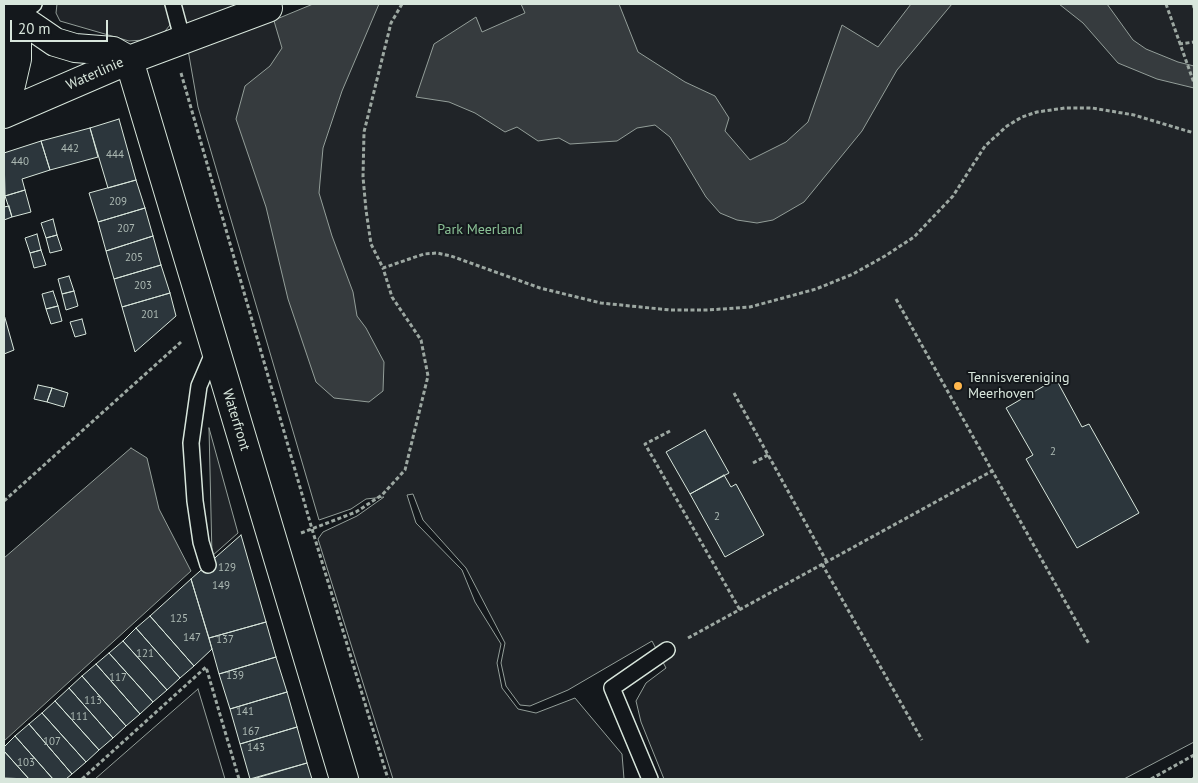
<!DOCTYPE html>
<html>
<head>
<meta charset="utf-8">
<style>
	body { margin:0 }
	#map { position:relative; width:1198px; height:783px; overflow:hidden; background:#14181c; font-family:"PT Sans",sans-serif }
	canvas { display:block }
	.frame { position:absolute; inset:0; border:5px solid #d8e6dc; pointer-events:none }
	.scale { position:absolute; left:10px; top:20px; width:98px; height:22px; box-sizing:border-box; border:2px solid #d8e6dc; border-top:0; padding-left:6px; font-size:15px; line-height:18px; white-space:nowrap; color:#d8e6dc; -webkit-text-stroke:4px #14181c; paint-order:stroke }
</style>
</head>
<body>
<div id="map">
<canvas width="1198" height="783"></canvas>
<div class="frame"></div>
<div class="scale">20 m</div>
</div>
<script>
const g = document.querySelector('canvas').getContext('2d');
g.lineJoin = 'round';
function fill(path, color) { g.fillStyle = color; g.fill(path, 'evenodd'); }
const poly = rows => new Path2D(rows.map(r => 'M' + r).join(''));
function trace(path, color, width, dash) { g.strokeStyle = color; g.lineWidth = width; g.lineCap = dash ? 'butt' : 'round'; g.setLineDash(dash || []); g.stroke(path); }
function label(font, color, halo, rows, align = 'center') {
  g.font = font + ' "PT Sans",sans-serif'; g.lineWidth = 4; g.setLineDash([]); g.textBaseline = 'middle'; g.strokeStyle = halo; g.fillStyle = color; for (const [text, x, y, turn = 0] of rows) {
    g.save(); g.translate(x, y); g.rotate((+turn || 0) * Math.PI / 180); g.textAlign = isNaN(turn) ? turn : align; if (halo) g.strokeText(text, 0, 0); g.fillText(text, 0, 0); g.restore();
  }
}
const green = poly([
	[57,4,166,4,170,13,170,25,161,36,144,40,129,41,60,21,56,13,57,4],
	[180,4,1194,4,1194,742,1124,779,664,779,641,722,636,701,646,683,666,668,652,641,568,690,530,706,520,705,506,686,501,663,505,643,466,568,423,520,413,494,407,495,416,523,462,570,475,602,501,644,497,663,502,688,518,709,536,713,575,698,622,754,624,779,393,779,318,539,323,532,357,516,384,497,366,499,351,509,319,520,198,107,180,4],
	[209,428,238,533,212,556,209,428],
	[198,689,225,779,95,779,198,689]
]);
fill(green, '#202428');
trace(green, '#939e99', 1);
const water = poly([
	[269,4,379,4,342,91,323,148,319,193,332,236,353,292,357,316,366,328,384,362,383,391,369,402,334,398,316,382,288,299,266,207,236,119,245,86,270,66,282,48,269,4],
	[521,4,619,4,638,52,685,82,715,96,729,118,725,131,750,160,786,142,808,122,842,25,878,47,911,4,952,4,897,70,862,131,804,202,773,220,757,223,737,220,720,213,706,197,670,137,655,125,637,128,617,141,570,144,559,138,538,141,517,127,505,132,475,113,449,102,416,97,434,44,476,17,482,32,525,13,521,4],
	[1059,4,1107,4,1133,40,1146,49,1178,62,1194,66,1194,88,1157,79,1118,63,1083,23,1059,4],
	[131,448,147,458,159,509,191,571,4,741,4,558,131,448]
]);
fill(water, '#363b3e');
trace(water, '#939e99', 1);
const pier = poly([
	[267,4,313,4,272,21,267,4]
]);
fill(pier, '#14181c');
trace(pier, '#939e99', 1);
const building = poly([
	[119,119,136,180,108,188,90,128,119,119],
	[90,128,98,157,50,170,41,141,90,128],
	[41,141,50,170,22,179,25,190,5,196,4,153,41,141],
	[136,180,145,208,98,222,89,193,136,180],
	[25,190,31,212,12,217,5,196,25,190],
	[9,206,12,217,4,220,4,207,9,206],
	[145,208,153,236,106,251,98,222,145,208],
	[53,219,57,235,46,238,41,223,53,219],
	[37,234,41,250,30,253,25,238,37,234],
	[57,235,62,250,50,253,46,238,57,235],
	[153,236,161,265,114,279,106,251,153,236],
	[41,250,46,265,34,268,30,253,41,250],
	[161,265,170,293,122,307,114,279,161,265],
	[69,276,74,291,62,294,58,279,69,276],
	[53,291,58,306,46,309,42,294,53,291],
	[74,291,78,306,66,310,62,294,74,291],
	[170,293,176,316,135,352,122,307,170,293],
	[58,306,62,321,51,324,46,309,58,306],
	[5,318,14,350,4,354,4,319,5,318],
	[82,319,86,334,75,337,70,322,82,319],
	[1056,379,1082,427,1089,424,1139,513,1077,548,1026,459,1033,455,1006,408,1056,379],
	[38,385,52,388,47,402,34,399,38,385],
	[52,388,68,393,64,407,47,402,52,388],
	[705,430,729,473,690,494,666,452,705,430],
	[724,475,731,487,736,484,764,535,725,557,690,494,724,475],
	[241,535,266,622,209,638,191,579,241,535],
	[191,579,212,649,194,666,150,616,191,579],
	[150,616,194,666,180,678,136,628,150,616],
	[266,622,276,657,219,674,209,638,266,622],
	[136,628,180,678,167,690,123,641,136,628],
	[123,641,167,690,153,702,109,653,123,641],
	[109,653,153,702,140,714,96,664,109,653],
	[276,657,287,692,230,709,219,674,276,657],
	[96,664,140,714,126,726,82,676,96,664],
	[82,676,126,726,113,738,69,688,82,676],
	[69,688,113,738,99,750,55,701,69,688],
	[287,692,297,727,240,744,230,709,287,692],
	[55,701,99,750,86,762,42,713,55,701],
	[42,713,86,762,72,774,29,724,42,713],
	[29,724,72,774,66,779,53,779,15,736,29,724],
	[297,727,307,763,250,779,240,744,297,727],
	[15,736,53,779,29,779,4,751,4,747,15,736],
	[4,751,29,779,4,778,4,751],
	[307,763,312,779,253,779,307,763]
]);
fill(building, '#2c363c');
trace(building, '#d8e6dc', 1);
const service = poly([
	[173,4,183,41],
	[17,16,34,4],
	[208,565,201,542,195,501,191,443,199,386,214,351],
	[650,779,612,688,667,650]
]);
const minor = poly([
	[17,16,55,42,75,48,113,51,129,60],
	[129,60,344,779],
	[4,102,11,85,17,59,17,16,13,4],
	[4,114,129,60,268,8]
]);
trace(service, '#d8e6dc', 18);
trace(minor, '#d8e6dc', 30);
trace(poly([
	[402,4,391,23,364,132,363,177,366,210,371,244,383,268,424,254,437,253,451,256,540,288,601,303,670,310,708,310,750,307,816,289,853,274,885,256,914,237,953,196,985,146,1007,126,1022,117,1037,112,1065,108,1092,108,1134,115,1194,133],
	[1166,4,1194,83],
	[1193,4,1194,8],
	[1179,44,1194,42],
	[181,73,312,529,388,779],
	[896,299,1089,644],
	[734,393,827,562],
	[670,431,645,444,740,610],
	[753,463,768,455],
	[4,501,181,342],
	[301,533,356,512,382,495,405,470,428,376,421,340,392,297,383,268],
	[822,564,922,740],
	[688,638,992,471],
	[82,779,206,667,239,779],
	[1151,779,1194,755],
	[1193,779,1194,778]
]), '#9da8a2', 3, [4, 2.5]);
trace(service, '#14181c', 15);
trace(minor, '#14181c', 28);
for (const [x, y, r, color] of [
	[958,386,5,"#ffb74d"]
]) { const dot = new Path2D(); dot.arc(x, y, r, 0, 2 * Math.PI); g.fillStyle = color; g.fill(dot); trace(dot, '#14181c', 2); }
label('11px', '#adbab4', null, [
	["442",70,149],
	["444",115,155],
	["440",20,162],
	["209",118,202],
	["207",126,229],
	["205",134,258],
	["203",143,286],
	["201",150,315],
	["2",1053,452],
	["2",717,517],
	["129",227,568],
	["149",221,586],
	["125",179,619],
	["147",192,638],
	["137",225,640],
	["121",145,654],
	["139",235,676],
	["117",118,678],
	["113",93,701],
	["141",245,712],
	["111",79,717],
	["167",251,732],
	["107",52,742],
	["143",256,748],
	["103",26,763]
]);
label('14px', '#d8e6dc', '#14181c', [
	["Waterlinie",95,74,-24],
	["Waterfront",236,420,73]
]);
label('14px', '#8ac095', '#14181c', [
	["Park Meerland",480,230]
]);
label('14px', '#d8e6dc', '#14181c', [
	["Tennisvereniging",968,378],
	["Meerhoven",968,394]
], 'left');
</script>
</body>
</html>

--

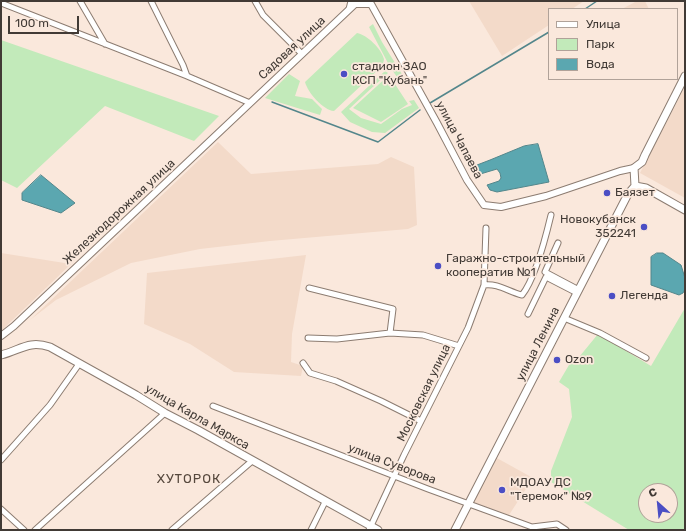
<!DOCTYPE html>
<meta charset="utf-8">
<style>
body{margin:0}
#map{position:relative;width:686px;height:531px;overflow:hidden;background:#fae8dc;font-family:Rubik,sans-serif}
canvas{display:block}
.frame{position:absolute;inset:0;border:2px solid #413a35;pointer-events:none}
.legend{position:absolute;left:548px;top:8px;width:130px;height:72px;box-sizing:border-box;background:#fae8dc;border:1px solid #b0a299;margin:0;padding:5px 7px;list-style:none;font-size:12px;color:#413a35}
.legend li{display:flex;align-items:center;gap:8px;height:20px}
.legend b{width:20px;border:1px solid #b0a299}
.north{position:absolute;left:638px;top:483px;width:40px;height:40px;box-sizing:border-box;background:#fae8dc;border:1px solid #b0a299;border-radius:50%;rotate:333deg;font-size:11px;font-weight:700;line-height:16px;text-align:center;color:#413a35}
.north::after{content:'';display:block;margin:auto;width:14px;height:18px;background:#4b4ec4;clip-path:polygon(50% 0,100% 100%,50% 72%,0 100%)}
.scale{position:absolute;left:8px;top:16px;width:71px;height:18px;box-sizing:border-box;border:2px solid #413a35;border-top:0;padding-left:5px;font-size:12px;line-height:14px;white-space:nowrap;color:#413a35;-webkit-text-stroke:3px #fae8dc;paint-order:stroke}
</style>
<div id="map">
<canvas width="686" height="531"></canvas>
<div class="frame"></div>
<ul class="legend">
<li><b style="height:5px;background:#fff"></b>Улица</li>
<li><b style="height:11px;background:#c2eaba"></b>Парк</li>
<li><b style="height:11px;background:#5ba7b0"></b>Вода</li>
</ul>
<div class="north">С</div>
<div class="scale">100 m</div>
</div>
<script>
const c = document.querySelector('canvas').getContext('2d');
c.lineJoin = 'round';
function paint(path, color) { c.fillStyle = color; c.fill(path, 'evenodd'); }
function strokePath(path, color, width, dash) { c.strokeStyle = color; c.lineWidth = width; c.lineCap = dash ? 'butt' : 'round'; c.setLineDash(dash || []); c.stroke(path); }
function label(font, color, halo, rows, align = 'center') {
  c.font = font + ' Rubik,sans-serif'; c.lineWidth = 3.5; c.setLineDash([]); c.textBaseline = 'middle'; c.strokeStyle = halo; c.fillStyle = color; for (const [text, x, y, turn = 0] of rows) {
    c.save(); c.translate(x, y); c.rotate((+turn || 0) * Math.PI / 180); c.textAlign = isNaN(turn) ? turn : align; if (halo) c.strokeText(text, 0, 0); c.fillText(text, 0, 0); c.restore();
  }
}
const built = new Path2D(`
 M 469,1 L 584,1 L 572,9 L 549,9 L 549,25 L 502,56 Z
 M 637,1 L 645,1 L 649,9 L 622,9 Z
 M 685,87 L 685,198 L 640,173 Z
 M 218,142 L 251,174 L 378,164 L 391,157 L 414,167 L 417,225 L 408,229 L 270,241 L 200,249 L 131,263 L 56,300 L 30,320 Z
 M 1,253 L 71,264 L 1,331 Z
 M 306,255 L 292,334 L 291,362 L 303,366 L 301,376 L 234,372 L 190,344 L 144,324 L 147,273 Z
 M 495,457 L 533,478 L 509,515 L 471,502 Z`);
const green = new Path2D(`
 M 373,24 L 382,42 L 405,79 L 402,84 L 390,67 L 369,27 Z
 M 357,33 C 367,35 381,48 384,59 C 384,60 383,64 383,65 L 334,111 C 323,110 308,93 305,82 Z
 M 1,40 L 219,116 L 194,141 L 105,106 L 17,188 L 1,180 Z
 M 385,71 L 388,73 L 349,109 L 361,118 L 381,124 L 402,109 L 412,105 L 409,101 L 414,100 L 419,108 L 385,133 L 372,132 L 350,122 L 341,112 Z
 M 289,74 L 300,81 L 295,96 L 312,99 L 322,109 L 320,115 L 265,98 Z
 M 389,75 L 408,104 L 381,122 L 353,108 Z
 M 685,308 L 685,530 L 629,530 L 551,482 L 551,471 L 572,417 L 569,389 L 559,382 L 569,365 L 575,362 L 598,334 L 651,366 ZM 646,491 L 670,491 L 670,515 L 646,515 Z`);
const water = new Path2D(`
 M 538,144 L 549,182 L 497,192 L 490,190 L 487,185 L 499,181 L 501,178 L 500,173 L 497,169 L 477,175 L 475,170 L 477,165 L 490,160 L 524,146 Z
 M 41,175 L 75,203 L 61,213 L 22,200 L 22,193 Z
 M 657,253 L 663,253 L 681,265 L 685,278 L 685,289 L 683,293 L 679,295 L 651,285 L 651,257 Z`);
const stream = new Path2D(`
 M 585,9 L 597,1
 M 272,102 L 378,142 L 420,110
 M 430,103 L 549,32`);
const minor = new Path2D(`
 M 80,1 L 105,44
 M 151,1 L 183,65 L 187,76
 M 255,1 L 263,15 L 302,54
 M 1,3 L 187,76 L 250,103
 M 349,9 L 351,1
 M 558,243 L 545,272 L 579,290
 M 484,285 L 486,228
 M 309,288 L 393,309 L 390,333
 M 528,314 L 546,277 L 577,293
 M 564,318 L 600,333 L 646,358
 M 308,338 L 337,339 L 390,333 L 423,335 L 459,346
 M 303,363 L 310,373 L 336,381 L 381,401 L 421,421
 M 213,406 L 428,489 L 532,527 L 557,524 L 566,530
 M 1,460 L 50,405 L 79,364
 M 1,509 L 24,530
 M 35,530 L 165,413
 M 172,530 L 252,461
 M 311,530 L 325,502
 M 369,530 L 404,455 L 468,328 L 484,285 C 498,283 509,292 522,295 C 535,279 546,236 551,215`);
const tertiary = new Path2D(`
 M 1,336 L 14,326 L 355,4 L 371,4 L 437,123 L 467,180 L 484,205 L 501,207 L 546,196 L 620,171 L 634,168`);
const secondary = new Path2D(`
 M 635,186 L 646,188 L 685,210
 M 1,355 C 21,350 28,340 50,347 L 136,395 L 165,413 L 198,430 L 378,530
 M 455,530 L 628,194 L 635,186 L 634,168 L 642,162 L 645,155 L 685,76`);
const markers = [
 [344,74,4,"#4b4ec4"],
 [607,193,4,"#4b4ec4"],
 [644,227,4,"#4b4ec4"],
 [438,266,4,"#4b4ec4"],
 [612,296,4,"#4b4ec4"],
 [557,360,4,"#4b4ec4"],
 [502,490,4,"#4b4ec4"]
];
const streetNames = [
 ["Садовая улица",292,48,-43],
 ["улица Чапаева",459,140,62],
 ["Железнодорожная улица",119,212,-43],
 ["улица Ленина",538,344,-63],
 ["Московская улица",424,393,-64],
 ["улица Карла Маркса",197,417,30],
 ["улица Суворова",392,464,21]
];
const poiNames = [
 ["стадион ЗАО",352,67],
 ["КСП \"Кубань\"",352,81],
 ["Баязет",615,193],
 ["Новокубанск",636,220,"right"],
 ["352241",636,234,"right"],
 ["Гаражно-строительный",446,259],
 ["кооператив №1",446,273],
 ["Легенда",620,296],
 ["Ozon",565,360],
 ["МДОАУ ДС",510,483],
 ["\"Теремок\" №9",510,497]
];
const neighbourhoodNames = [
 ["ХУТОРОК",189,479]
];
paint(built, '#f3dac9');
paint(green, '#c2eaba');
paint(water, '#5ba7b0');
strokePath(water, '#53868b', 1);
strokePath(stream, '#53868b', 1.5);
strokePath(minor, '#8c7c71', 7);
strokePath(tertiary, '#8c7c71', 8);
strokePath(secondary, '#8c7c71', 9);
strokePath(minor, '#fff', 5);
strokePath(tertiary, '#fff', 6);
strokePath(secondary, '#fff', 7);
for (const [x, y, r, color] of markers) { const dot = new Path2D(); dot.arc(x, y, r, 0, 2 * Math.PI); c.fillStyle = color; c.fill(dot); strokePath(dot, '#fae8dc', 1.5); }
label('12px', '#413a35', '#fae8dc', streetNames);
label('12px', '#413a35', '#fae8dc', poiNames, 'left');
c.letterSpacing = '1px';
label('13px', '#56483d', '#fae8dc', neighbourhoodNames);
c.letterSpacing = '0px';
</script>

* **Work to complete**: Your answer must be the count of lines in the data that contain "translate", with no added words.

* **Answer for this exercise**: 2